Stocks are higher despite oil rising above $100 a barrel again. Bonds and MBS are up.
The week ahead will be dominated by the jobs report on Friday. We will also get job openings, ISM data, consumer confidence and home prices. We will also have a slate of Fed Speakers, including Jerome Powell on Monday.
Consumer sentiment declined in March, according to the University of Michigan Consumer Sentiment Survey. The index fell 6% to the lowest level since December 2025, due to the fallout from the war in Iran. “These patterns suggest that, at this time, consumers may not expect recent negative developments to persist far into the future. These views are subject to change, however, if the Iran conflict becomes protracted or if higher energy prices pass through to overall inflation.”
Year-ahead inflationary expectations increased from 3.4% to 3.8% while longer-run expectations fell to 3.2%.

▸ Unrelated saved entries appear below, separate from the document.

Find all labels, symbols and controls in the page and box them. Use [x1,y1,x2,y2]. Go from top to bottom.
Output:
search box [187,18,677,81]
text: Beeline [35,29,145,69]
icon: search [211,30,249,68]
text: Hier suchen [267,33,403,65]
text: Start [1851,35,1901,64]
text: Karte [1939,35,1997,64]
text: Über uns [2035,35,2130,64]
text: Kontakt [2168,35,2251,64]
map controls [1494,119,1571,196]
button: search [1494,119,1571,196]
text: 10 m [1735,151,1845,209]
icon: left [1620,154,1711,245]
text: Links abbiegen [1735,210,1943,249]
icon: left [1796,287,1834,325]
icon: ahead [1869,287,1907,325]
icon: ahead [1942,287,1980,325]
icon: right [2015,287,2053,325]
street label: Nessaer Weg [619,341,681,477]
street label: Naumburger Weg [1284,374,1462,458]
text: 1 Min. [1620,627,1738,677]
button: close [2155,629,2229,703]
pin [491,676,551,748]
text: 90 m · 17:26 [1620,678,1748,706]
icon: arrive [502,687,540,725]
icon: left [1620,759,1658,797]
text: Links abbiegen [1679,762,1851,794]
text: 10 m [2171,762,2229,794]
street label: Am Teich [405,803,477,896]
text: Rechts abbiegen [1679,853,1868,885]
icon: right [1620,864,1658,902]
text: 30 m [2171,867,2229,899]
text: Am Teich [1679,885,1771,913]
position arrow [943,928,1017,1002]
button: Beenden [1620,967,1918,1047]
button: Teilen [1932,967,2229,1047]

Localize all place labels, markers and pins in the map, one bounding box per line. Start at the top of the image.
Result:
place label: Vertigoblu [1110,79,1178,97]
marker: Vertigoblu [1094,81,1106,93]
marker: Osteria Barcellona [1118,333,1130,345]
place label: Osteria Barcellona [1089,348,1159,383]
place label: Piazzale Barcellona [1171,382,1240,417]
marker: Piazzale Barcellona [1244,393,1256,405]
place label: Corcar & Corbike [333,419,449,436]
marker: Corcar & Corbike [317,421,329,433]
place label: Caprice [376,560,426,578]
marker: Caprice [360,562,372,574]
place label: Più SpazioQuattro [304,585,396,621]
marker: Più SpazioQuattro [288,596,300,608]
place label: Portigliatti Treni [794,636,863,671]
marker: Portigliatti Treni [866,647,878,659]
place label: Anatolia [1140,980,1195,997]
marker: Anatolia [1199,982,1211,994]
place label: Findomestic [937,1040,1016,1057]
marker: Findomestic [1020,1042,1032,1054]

Private credit’s exposure to the software sector is bigger than advertised according to research from the Wall Street Journal. Valuations in this SaaS sector have been taken down dramatically over fears that AI will upend their business model.

Many of these funds have put up gates, which restrict the amount investors can withdraw because the underlying investments are illiquid or unsaleable. The funds are massaging their sector definitions in order to minimize perceived exposure.
The risk to folks in the mortgage industry is largely non-QM as some of the ultimate buyers of non-QM paper have exposure to software. Credit problems have a habit of spreading, and non-QM’s proximity means it would be impacted. Any impact on conventional lending would be de minimus and could potentially be positive.
The bidding war between Cross Country Mortgage and United Wholesale over Two Harbors is over, with Cross Country winning. Two Harbors has entered into a definitive merger agreement with Cross Country, terminated its deal with United Wholesale and paid the termination fee.
Homes remain unaffordable in the first quarter, according to research from ATTOM. “Over the last several years, wages haven’t kept up with rising home prices in many markets,” said Rob Barber, CEO of ATTOM. “Mortgage rates dropped throughout last year, which offset some of that growing affordability gap, but shifts in the broader economic environment can still influence rates and home purchasing power.”
During the first quarter, mortgage rates generally declined, with the 30 year fixed rate mortgage falling below 6% before the war in Iran pushed up rates back towards 6.5%. Rising taxes and insurance costs are also impacting affordability. California and New York have the most unaffordable housing markets, while many of the most affordable are in Texas.